Un photographe indépendant assure avoir vu des CRS porter des coups, un photographe de l'AFP raconte que les forces ont tardé à appeler les secours et un enseignant, qui a filmé la charge des CRS, confirme le retard apporté à secourir la victime mais ses images ne montrent pas de matraquage.
"J'étais sur le terre-plein central de la place de la Nation", explique Bruno Stevens, photographe belge indépendant qui raconte avoir vu "une quinzaine" de membres des forces de l'ordre "courser un homme d'une quarantaine d'années". "Cinq ou six l'ont rattrapé et l'ont immédiatement frappé sans retenue avec des matraques alors que le fuyard n'a jamais eu d'attitude menaçante à leur égard", assure M. Stevens précisant qu'il portait "des lunettes et un discman". "J'ai notamment vu un coup extrêmement violent porté à la tête, au niveau de l'oeil droit. Le type s'est effondré comme un sac et les représentants des forces de l'ordre ont continué à frapper alors qu'il était au sol. Cela a duré une trentaine de secondes après qu'il soit tombé". "Ils ont ensuite arrêté de frapper et au bout d'environ une minute ils sont partis, laissant la victime seule à terre alors qu'elle était clairement inconsciente", selon Bruno Stevens. Il précise qu'à l'arrivée des secours la victime avait retrouvé sa conscience.
"Je suis arrivé après, avec d'autres photographes", explique Thomas Coex de l'AFP. "On voit un type au sol, inconscient. On voit qu'il respire mais quand on lui parle, il ne répond pas. Il saigne de la tête. On se dit que ça a l'air grave", raconte Thomas Coex. "Autour, il y a des gendarmes mobiles et des CRS. On les attrape, on leur dit: +Il y a mec gravement touché, appelez quelqu'un+. On nous répond: +On n'est pas là pour ça, poussez-vous, on a autre chose à faire+", selon Thomas Coex, des propos que Bruno Stevens et un troisième photographe confirment avoir entendus.

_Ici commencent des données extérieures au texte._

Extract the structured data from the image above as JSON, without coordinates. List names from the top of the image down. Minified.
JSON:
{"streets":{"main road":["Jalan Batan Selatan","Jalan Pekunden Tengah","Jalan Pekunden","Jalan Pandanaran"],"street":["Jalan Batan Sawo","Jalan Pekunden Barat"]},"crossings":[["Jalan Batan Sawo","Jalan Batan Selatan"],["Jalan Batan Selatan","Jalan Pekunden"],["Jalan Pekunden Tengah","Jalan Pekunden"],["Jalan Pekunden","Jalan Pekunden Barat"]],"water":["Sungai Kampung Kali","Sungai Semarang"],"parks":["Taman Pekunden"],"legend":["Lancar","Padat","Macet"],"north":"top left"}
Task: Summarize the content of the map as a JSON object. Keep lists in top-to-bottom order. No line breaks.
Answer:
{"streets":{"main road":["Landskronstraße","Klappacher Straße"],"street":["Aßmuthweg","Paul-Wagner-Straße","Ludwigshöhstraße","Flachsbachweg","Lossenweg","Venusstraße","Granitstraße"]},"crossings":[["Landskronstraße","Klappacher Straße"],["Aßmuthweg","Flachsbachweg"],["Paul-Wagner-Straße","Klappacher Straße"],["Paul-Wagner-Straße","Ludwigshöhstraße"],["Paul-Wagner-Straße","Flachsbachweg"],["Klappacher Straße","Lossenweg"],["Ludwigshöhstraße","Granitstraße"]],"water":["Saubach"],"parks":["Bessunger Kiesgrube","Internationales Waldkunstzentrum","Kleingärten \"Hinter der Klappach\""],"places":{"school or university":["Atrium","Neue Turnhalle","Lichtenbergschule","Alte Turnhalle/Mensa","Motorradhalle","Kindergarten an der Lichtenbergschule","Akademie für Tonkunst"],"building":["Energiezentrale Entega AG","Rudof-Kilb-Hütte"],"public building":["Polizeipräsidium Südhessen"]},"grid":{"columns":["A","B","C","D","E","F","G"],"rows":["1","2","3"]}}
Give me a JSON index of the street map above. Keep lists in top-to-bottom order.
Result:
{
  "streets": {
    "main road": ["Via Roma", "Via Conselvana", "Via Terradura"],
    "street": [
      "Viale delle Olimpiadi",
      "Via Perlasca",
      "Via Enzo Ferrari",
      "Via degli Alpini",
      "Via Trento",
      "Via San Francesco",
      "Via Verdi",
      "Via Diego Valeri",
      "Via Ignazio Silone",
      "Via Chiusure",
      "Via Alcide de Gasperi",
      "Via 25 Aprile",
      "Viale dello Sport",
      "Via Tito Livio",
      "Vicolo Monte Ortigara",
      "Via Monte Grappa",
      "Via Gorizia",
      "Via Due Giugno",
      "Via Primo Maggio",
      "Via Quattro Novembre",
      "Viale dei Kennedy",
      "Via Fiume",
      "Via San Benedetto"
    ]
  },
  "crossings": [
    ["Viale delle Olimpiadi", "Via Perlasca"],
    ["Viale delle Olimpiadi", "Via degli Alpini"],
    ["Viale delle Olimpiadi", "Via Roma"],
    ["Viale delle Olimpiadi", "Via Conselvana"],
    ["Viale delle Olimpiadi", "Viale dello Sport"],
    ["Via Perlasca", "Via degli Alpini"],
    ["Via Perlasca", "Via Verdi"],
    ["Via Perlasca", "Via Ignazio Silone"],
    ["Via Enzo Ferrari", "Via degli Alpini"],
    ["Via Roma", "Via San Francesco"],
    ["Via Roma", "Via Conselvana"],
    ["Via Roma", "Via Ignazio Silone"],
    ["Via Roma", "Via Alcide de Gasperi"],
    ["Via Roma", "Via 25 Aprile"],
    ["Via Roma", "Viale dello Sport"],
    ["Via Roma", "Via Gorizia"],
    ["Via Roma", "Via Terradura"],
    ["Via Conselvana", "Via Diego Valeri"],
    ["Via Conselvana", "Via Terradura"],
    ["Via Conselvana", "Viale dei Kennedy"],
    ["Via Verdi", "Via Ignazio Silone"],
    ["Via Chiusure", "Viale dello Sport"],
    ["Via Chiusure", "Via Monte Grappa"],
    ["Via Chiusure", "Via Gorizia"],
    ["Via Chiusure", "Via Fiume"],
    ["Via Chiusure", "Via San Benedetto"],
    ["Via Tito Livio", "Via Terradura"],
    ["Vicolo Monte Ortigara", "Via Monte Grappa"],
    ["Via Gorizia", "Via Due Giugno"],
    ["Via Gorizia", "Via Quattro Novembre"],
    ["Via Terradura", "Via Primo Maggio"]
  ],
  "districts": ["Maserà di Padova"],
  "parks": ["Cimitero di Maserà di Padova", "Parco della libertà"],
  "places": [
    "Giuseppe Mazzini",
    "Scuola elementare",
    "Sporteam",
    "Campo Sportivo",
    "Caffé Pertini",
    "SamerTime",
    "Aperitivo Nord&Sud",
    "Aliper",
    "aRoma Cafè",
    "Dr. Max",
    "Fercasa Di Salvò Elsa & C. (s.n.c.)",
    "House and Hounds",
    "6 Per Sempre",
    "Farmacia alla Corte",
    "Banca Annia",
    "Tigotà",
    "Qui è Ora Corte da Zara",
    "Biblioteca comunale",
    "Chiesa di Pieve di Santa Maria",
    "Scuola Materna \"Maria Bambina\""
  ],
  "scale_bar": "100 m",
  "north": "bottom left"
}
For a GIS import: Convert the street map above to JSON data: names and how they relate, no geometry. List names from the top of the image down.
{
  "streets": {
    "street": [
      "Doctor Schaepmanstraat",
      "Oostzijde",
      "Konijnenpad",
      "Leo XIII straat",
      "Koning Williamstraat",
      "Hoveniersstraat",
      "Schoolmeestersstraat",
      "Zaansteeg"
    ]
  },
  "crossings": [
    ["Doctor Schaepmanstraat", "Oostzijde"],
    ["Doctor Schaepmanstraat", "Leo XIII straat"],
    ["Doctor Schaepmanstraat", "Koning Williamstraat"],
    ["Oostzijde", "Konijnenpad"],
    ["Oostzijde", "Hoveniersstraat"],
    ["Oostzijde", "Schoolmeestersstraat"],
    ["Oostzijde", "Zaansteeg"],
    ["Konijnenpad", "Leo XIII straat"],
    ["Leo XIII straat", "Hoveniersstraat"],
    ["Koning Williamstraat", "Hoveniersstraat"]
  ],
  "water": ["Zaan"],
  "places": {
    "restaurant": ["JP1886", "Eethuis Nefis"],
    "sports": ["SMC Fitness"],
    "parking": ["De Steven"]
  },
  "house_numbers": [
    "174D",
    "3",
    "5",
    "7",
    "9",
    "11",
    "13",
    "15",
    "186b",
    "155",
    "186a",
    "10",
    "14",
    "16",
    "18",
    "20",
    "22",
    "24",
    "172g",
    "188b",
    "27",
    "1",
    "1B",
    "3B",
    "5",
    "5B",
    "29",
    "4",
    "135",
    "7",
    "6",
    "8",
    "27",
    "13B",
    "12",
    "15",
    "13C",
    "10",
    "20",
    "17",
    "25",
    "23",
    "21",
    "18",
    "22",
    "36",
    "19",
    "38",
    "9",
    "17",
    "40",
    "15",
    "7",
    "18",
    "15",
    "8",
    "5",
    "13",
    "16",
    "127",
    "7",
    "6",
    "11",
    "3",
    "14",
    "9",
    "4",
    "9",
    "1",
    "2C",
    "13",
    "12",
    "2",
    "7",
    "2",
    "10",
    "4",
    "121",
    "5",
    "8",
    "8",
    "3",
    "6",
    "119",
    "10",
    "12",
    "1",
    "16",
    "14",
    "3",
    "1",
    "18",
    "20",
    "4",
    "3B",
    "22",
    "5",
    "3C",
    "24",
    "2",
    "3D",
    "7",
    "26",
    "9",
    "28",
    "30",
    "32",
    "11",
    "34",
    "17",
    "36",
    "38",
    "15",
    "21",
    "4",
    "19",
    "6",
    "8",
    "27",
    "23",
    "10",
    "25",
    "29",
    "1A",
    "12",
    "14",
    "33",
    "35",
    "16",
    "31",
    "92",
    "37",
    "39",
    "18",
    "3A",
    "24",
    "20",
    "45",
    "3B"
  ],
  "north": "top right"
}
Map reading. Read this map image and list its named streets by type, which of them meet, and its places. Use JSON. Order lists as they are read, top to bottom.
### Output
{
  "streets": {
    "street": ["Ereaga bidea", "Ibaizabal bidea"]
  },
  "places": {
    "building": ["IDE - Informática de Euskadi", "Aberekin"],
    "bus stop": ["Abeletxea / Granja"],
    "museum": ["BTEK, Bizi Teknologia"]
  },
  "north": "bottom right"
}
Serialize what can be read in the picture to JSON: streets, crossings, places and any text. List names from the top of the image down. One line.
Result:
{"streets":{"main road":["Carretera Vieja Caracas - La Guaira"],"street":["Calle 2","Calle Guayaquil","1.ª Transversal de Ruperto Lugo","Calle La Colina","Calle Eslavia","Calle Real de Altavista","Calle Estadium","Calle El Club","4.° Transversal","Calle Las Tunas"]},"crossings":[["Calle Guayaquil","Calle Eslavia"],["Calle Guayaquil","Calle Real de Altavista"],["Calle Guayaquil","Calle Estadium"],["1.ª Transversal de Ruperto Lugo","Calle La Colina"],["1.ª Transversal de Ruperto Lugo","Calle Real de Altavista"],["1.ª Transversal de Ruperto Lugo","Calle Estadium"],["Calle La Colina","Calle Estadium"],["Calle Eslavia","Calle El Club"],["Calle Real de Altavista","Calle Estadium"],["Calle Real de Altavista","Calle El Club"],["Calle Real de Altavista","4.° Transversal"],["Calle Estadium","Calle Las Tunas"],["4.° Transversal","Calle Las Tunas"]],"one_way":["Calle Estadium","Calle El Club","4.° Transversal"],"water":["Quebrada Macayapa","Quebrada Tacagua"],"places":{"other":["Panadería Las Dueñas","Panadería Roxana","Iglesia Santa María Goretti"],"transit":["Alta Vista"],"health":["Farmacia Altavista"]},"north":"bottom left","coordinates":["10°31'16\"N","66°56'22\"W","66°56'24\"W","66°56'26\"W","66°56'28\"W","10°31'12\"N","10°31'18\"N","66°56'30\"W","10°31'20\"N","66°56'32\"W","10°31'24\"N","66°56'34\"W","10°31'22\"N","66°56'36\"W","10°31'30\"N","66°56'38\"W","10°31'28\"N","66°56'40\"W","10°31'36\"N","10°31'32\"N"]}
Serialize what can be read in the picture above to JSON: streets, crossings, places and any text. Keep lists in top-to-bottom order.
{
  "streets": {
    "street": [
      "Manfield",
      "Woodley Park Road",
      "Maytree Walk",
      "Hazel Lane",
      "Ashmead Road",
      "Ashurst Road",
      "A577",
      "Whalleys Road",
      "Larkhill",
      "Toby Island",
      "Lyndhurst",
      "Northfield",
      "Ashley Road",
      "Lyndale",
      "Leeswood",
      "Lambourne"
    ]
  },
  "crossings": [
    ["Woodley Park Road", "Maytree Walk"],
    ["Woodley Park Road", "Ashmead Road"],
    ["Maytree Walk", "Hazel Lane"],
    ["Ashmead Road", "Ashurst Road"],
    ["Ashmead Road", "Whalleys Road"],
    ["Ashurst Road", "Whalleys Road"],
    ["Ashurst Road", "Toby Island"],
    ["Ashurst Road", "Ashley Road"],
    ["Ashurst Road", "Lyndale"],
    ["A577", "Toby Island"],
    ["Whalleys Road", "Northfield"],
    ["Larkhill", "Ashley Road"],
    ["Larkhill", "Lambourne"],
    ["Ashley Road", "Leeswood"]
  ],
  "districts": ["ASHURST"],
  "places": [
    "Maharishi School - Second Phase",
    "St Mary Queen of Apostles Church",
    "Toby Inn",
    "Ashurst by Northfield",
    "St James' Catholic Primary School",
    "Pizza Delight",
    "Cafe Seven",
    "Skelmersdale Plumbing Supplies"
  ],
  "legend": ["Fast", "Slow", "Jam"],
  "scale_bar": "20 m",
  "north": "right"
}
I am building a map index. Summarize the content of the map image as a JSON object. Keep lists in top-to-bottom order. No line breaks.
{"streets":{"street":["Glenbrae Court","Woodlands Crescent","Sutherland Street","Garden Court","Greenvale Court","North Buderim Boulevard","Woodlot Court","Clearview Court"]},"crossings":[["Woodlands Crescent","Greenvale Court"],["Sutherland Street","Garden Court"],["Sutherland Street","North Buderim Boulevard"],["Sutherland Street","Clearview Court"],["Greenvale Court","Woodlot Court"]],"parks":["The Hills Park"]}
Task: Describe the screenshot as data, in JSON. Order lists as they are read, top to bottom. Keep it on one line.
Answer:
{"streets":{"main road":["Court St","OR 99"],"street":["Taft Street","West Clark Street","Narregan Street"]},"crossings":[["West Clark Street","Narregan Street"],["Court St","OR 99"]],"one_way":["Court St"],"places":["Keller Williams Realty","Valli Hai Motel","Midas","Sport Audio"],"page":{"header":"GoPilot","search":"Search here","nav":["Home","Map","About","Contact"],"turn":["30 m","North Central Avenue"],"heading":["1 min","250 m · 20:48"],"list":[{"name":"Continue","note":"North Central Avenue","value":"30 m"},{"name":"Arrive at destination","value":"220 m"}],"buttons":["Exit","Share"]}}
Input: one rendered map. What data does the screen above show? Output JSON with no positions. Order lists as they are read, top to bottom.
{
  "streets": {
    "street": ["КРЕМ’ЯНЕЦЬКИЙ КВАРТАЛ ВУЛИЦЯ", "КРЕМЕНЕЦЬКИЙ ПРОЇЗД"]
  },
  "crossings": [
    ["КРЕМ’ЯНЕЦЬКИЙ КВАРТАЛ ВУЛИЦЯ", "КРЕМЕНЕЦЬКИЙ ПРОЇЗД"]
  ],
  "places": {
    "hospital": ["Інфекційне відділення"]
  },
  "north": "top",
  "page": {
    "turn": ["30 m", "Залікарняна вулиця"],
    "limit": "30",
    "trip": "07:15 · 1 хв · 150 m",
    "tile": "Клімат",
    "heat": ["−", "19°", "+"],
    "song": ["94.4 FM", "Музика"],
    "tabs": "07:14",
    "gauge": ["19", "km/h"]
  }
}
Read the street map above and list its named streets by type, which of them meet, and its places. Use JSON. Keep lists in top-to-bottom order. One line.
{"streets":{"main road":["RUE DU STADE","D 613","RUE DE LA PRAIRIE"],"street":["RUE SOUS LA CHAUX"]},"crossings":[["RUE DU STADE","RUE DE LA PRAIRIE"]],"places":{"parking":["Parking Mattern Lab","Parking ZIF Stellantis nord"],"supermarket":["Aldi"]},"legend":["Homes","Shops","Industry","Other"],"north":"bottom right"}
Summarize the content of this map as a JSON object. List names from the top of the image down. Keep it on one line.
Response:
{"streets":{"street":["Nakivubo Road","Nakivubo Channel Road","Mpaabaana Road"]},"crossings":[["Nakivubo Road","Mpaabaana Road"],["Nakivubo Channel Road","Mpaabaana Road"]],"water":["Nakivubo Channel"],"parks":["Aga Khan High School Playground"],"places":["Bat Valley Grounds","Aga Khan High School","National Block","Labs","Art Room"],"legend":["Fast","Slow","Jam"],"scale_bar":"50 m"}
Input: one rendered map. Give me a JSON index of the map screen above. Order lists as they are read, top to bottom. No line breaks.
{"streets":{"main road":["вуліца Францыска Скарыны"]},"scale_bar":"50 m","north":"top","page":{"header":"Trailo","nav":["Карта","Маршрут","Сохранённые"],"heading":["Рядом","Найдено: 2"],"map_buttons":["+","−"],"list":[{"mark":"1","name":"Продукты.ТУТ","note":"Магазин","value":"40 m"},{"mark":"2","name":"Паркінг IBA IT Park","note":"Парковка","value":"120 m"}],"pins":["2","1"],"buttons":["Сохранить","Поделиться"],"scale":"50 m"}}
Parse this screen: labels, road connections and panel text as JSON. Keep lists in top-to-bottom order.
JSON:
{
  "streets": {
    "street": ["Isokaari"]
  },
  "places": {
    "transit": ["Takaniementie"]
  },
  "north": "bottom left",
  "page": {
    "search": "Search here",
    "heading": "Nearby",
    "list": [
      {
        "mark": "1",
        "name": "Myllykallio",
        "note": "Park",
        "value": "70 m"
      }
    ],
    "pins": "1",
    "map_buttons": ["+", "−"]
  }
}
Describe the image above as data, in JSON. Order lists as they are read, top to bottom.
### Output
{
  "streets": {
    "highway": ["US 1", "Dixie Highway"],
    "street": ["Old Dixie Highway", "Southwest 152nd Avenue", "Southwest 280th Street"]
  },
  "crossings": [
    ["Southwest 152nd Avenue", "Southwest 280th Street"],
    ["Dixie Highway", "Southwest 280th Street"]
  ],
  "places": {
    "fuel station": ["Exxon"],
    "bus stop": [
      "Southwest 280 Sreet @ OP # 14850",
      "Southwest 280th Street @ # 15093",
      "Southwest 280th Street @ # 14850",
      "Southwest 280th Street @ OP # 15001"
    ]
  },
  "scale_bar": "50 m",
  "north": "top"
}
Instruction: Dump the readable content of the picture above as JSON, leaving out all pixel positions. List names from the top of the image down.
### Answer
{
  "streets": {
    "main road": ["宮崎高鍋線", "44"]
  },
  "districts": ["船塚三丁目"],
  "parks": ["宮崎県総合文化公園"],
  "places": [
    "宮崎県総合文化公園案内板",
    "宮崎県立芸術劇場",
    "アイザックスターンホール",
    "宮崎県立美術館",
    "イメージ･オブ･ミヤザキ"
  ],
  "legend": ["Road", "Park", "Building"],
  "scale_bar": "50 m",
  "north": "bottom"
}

"On voit ensuite des CRS qui reculent vers nous. On se relève et on leur dit: +Faites gaffe, vous allez marcher dessus+. On fait barrière pour le protéger, on leur redemande d'appeler les secours. Cinq minutes après, un groupe de CRS arrive, se penche dessus et le prend en charge", raconte Thomas Coex. Bruno Stevens explique être resté jusqu'à l'arrivée des pompiers, sans être en mesure de donner l'heure exacte. De son côté Alain Bessaha, un enseignant qui a filmé la scène à "titre personnel", se trouvait vers 19h45 sur le terre-plein central raconte avoir vu des CRS qui chargeaient des manifestants leur jetant des bouteilles.
A ce moment, il raconte que Cyril Ferez est à genoux sur le terre-plein sans bouger. Les images prises par Alain Bessaha, qui porte un masque à gaz pour se protéger des lacrymogènes, montrent la charge d'une dizaine de CRS, sous les jets de bouteille de verre. On voit une matraque qui se lève, puis un corps, celui de Cyril Ferez, piétiné volontairement ou involontairement par un CRS.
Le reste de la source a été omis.